All of the data below is to be returned unaltered.

LISTED ENTRIES below:

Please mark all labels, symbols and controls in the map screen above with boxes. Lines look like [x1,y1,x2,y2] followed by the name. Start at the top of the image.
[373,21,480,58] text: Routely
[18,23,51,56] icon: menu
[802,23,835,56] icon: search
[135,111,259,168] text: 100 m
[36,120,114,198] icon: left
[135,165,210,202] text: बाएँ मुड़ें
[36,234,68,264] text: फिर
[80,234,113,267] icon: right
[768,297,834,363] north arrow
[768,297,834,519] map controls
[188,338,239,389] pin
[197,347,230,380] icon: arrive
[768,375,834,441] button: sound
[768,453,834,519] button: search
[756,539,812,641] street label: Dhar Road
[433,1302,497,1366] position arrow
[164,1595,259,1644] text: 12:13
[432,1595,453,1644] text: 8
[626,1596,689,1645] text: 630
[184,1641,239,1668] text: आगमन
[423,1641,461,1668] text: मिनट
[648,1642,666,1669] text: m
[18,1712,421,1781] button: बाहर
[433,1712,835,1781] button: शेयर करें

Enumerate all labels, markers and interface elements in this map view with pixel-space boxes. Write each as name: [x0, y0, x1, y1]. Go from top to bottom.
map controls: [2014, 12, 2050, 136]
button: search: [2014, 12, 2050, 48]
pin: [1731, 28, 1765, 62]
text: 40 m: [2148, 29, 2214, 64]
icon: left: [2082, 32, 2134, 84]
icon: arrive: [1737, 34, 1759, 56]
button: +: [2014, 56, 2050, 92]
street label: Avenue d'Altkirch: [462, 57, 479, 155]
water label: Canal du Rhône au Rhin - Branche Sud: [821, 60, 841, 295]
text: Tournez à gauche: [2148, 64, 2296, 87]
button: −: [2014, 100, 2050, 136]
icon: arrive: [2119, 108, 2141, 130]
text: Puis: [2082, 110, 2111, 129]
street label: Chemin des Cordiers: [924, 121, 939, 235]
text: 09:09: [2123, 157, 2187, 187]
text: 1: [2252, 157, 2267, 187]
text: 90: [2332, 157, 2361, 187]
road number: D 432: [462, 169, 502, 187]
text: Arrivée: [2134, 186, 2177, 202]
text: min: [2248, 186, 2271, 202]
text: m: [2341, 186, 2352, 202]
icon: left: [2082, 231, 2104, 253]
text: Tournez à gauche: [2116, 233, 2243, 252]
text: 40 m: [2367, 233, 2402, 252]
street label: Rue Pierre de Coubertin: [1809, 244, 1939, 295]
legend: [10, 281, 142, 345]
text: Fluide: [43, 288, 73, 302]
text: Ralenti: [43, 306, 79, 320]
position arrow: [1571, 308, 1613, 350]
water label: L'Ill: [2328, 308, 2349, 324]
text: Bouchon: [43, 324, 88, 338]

End of LISTED ENTRIES.

EXERCISE OUTPUT.
Please mark all labels, symbols and controls in the map screen above with boxes. Lines look like [x1,y1,x2,y2] followed by the name. Start at the top of the image.
[373,21,480,58] text: Routely
[18,23,51,56] icon: menu
[802,23,835,56] icon: search
[135,111,259,168] text: 100 m
[36,120,114,198] icon: left
[135,165,210,202] text: बाएँ मुड़ें
[36,234,68,264] text: फिर
[80,234,113,267] icon: right
[768,297,834,363] north arrow
[768,297,834,519] map controls
[188,338,239,389] pin
[197,347,230,380] icon: arrive
[768,375,834,441] button: sound
[768,453,834,519] button: search
[756,539,812,641] street label: Dhar Road
[433,1302,497,1366] position arrow
[164,1595,259,1644] text: 12:13
[432,1595,453,1644] text: 8
[626,1596,689,1645] text: 630
[184,1641,239,1668] text: आगमन
[423,1641,461,1668] text: मिनट
[648,1642,666,1669] text: m
[18,1712,421,1781] button: बाहर
[433,1712,835,1781] button: शेयर करें

Enumerate all labels, markers and interface elements in this map view with pixel-space boxes. Write each as name: [x0, y0, x1, y1]. Go from top to bottom.
map controls: [2014, 12, 2050, 136]
button: search: [2014, 12, 2050, 48]
pin: [1731, 28, 1765, 62]
text: 40 m: [2148, 29, 2214, 64]
icon: left: [2082, 32, 2134, 84]
icon: arrive: [1737, 34, 1759, 56]
button: +: [2014, 56, 2050, 92]
street label: Avenue d'Altkirch: [462, 57, 479, 155]
water label: Canal du Rhône au Rhin - Branche Sud: [821, 60, 841, 295]
text: Tournez à gauche: [2148, 64, 2296, 87]
button: −: [2014, 100, 2050, 136]
icon: arrive: [2119, 108, 2141, 130]
text: Puis: [2082, 110, 2111, 129]
street label: Chemin des Cordiers: [924, 121, 939, 235]
text: 09:09: [2123, 157, 2187, 187]
text: 1: [2252, 157, 2267, 187]
text: 90: [2332, 157, 2361, 187]
road number: D 432: [462, 169, 502, 187]
text: Arrivée: [2134, 186, 2177, 202]
text: min: [2248, 186, 2271, 202]
text: m: [2341, 186, 2352, 202]
icon: left: [2082, 231, 2104, 253]
text: Tournez à gauche: [2116, 233, 2243, 252]
text: 40 m: [2367, 233, 2402, 252]
street label: Rue Pierre de Coubertin: [1809, 244, 1939, 295]
legend: [10, 281, 142, 345]
text: Fluide: [43, 288, 73, 302]
text: Ralenti: [43, 306, 79, 320]
position arrow: [1571, 308, 1613, 350]
water label: L'Ill: [2328, 308, 2349, 324]
text: Bouchon: [43, 324, 88, 338]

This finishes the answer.